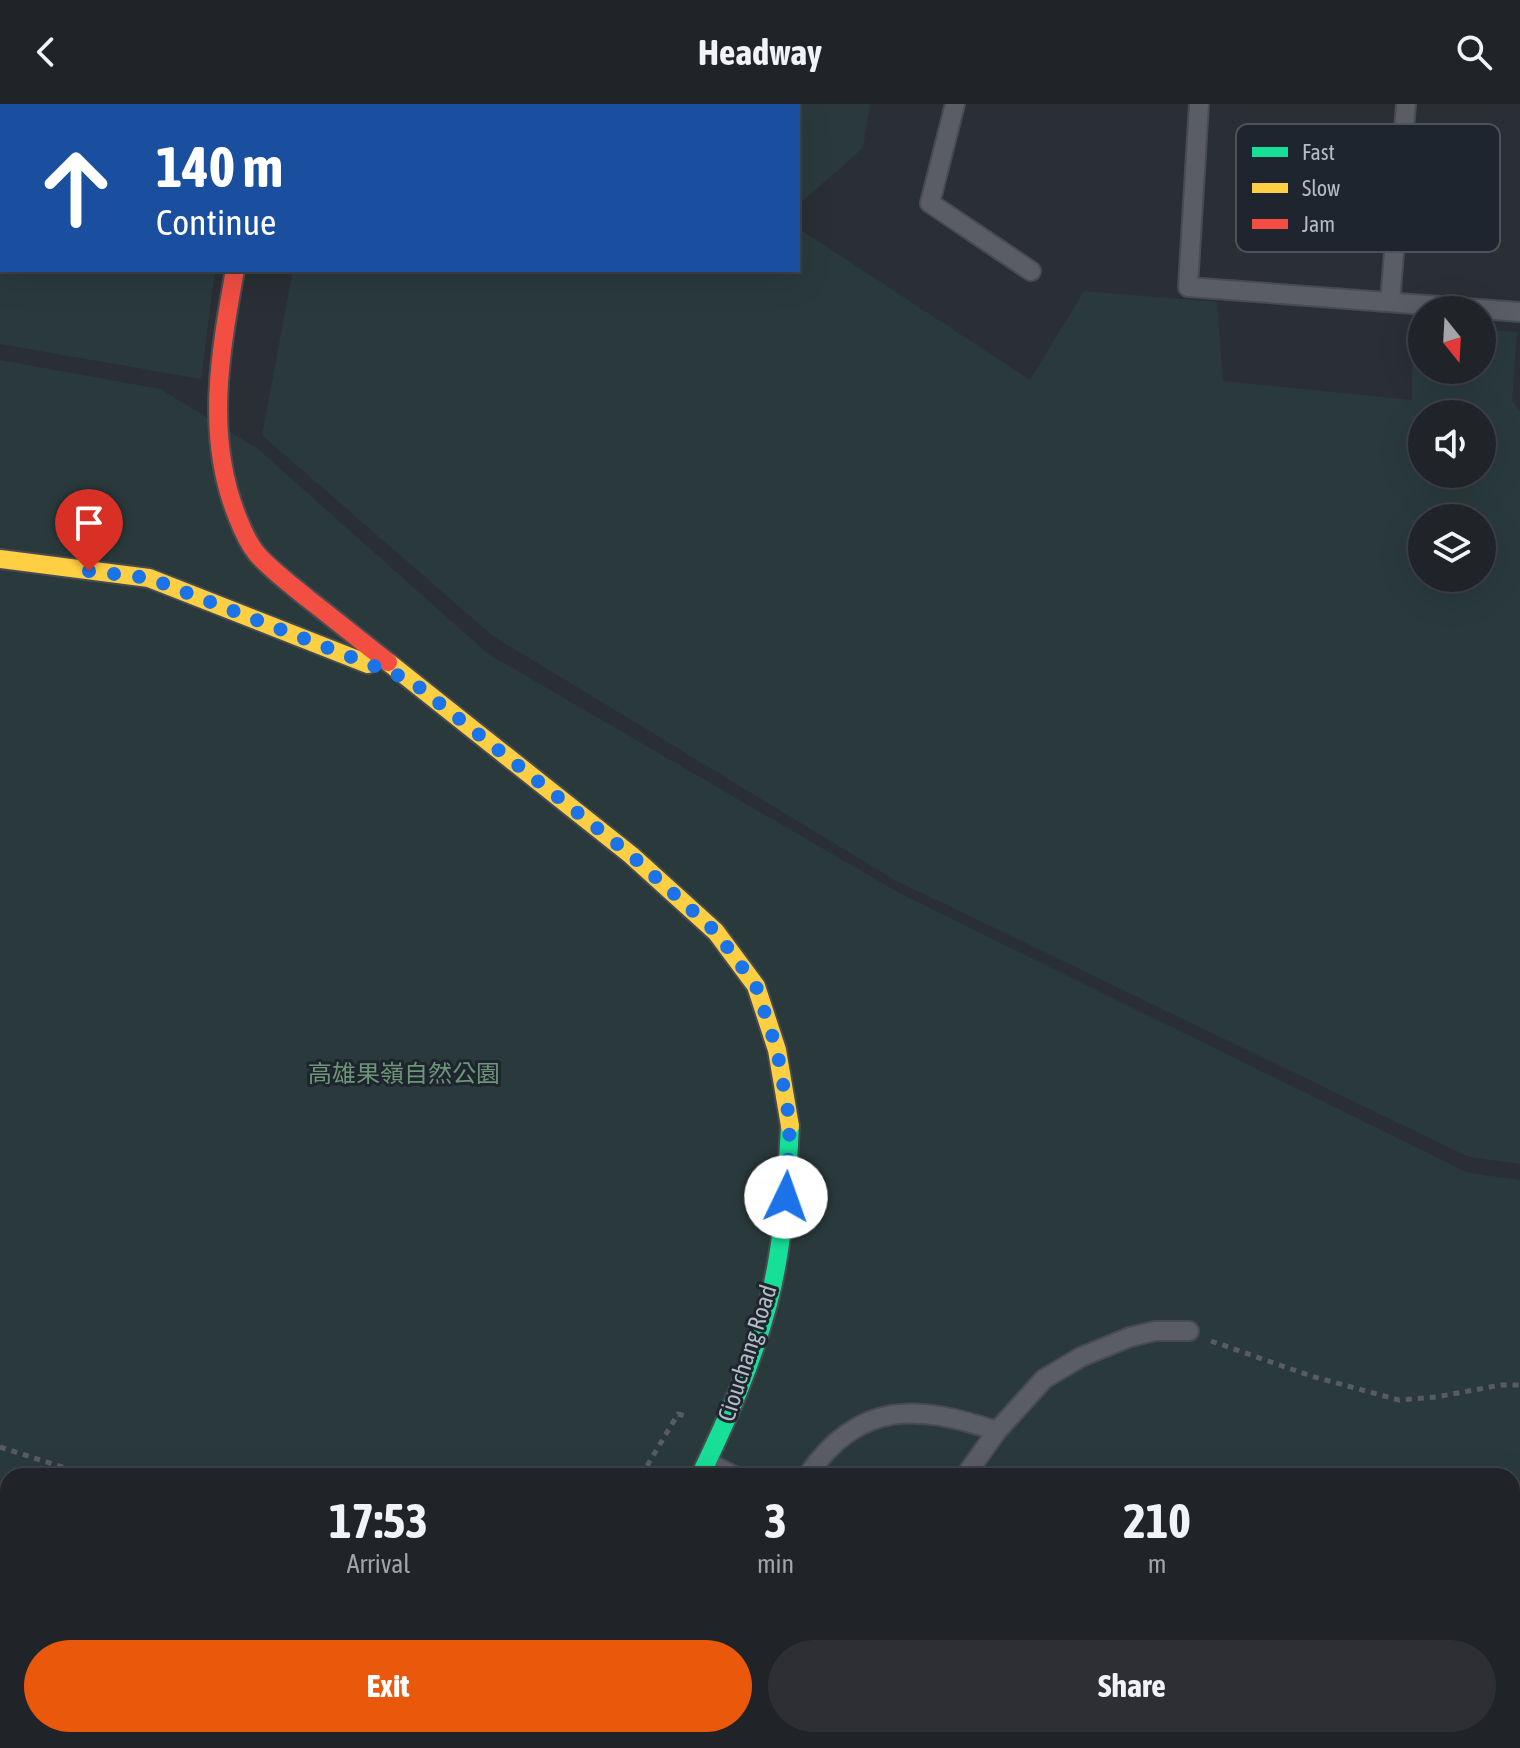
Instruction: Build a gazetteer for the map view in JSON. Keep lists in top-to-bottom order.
{
  "streets": {
    "street": ["Ciouchang Road"]
  },
  "parks": ["高雄果嶺自然公園"],
  "legend": ["Fast", "Slow", "Jam"],
  "north": "bottom",
  "page": {
    "header": "Headway",
    "turn": ["140 m", "Continue"],
    "eta": [
      "17:53",
      "Arrival",
      "3",
      "min",
      "210",
      "m"
    ],
    "buttons": ["Exit", "Share"]
  }
}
◆ ◆ ◆ ◆ ◆ ◆ ◆
### Problem to work on
In your output, repeat the listing above exactly and include none of the pictures.

### Your solution
Instruction: Build a gazetteer for the map view in JSON. Keep lists in top-to-bottom order.
{
  "streets": {
    "street": ["Ciouchang Road"]
  },
  "parks": ["高雄果嶺自然公園"],
  "legend": ["Fast", "Slow", "Jam"],
  "north": "bottom",
  "page": {
    "header": "Headway",
    "turn": ["140 m", "Continue"],
    "eta": [
      "17:53",
      "Arrival",
      "3",
      "min",
      "210",
      "m"
    ],
    "buttons": ["Exit", "Share"]
  }
}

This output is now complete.